Prove that $\mathbb{R}$ is connected. PLease i have found other ways to prove it but i want to make this way work.

Proof:

1) Strategy : If i show that a arbitrary interval is connected then i can take the colection of intervals around zero that make up $\mathbb{R}$ and have a common point So that the union is connected.

TO show that $(a,b)$ is connected ill use the fact that if it is not connected then There is an clopen in $(a,b)$ that makes up a separation with its complement in $(a,b)$ and there is not limit point of one another in any of the 2.Then ill use Least upper bound of property of that clopen set and come to a contradiction.
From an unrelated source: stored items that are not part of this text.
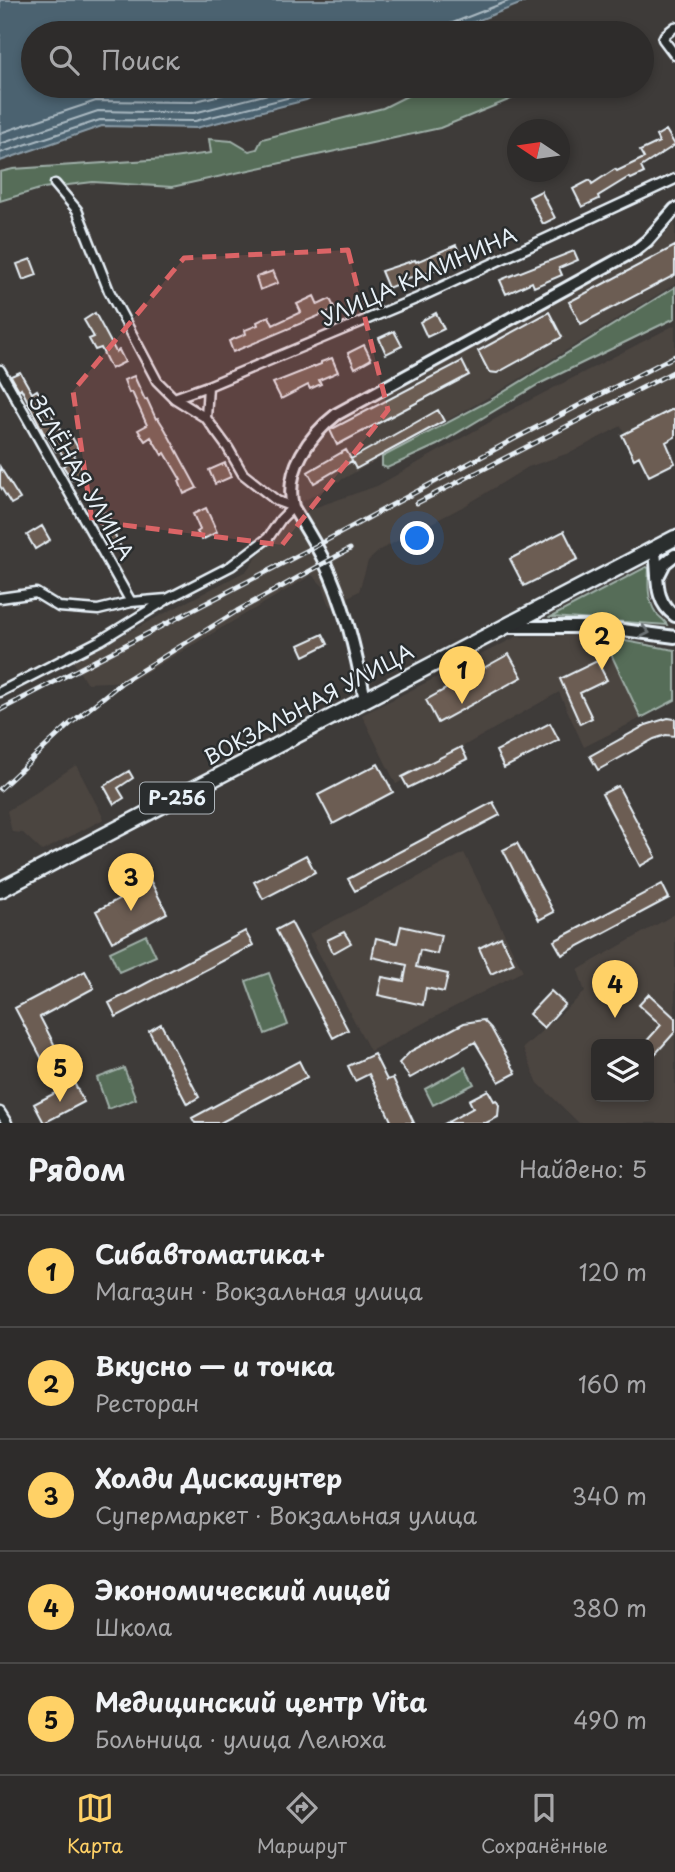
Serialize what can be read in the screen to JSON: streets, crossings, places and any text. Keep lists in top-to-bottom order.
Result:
{
  "streets": {
    "highway": ["ВОКЗАЛЬНАЯ УЛИЦА", "Р-256"],
    "street": ["УЛИЦА КАЛИНИНА", "ЗЕЛЁНАЯ УЛИЦА"]
  },
  "north": "left",
  "page": {
    "search": "Поиск",
    "pins": [
      "2",
      "1",
      "3",
      "4",
      "5"
    ],
    "heading": ["Рядом", "Найдено: 5"],
    "list": [
      {
        "mark": "1",
        "name": "Сибавтоматика+",
        "note": "Магазин · Вокзальная улица",
        "value": "120 m"
      },
      {
        "mark": "2",
        "name": "Вкусно — и точка",
        "note": "Ресторан",
        "value": "160 m"
      },
      {
        "mark": "3",
        "name": "Холди Дискаунтер",
        "note": "Супермаркет · Вокзальная улица",
        "value": "340 m"
      },
      {
        "mark": "4",
        "name": "Экономический лицей",
        "note": "Школа",
        "value": "380 m"
      },
      {
        "mark": "5",
        "name": "Медицинский центр Vita",
        "note": "Больница · улица Лелюха",
        "value": "490 m"
      }
    ],
    "nav": ["Карта", "Маршрут", "Сохранённые"]
  }
}
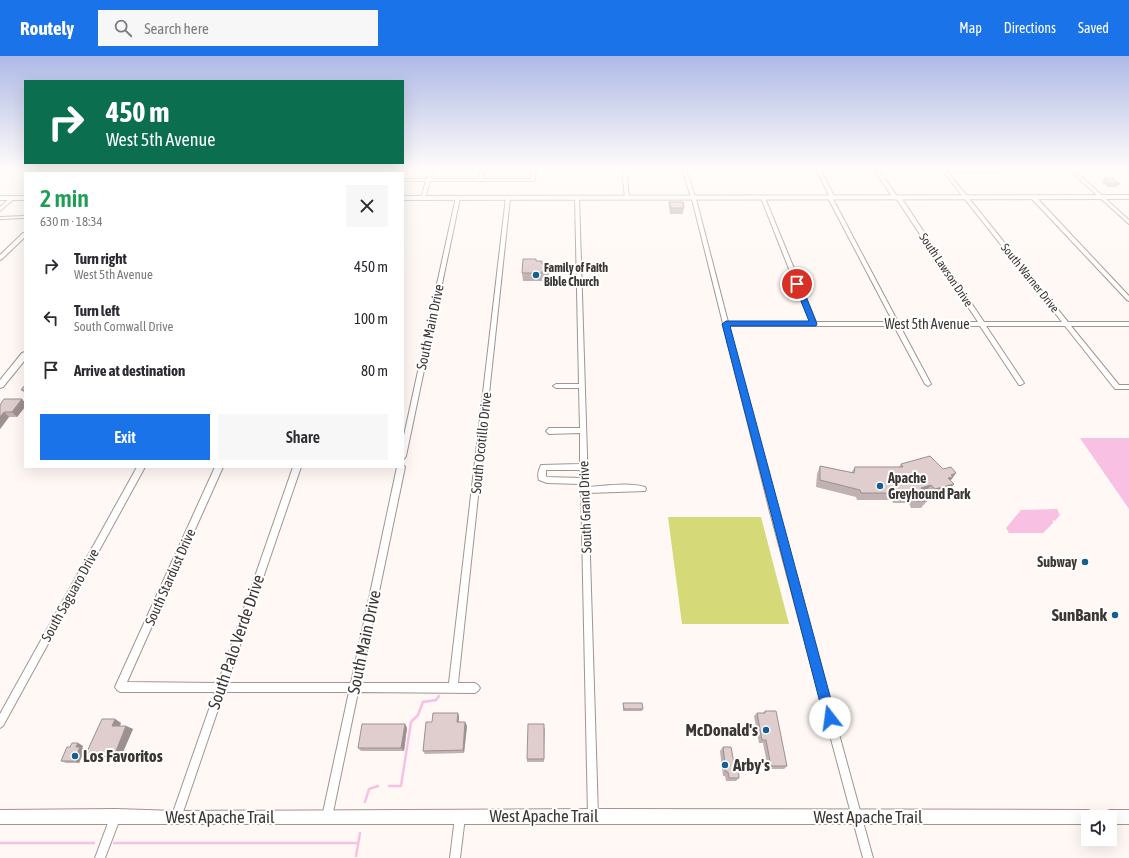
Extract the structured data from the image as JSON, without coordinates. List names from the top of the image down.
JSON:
{
  "streets": {
    "main road": ["West Apache Trail"],
    "street": [
      "South Lawson Drive",
      "South Warner Drive",
      "West 5th Avenue",
      "South Main Drive",
      "South Ocotillo Drive",
      "South Grand Drive",
      "South Stardust Drive",
      "South Saguaro Drive",
      "South Palo Verde Drive"
    ]
  },
  "crossings": [
    ["South Lawson Drive", "West 5th Avenue"],
    ["South Warner Drive", "West 5th Avenue"],
    ["South Main Drive", "West Apache Trail"],
    ["South Grand Drive", "West Apache Trail"],
    ["South Stardust Drive", "South Palo Verde Drive"],
    ["South Palo Verde Drive", "West Apache Trail"]
  ],
  "places": [
    "Family of Faith Bible Church",
    "Apache Greyhound Park",
    "Subway",
    "SunBank",
    "McDonald's",
    "Los Favoritos",
    "Arby's"
  ],
  "page": {
    "header": "Routely",
    "search": "Search here",
    "nav": ["Map", "Directions", "Saved"],
    "turn": ["450 m", "West 5th Avenue"],
    "heading": ["2 min", "630 m · 18:34"],
    "list": [
      {
        "name": "Turn right",
        "note": "West 5th Avenue",
        "value": "450 m"
      },
      {
        "name": "Turn left",
        "note": "South Cornwall Drive",
        "value": "100 m"
      },
      {
        "name": "Arrive at destination",
        "value": "80 m"
      }
    ],
    "buttons": ["Exit", "Share"]
  }
}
2) Let $(a,b)$ arbitrary open interval in $\mathbb{R}$. Suppose $\mathbb{R}$ is not connected. And also $(a,b)$ is not connected.Since it is not connected there is a clopen set $V \subseteq (a,b) $ such that it makes a separation $V \cup V^{c} =(a,b) $ . NOw since $V$ is open in $(a,b)$ $$V=K \cap (a,b)$$ and $$U=C \cap (a,b) $$ where $U=V^{c}$ and $K,C$ open in $\mathbb{R}$.

Now i have $V \cap U= \emptyset $ $$(K \cap (a,b)) \cap (C \cap (a,b)=\emptyset $$ so $$(K \cap C) \cap (a,b) =\emptyset $$

Now for the last to be true and also that my $U$ and $V$ are non empty and by drawing and trying to figure it out the $ K \cap C$ must be empty otherwise $V$ or $U$ will be empty. I can see that with drawing intervals but i cant prove it .

Hence i need to prove that $K \cap C = \emptyset $ .After i know that the specific intersection is empty things are much clear and i can take the supremum of $U$ and it will be a limit point of $U$ and be in $U$ but it will be also limit point of $V$ since every open area of it will have a non empty intersection. So it cant be a separation of $(a,b)$ and that means the only clopen sets of $(a,b)$ are itself and the empty hence it is connected and complete the proof.

Is what im trying to prove even a necessary setp? Or i can just go on with the supremum argument straight away.But i really wanna prove that intersection is empty i draw all the possibilities and it has to be empty.It is so frustrating something so easily seen not being able to write it down???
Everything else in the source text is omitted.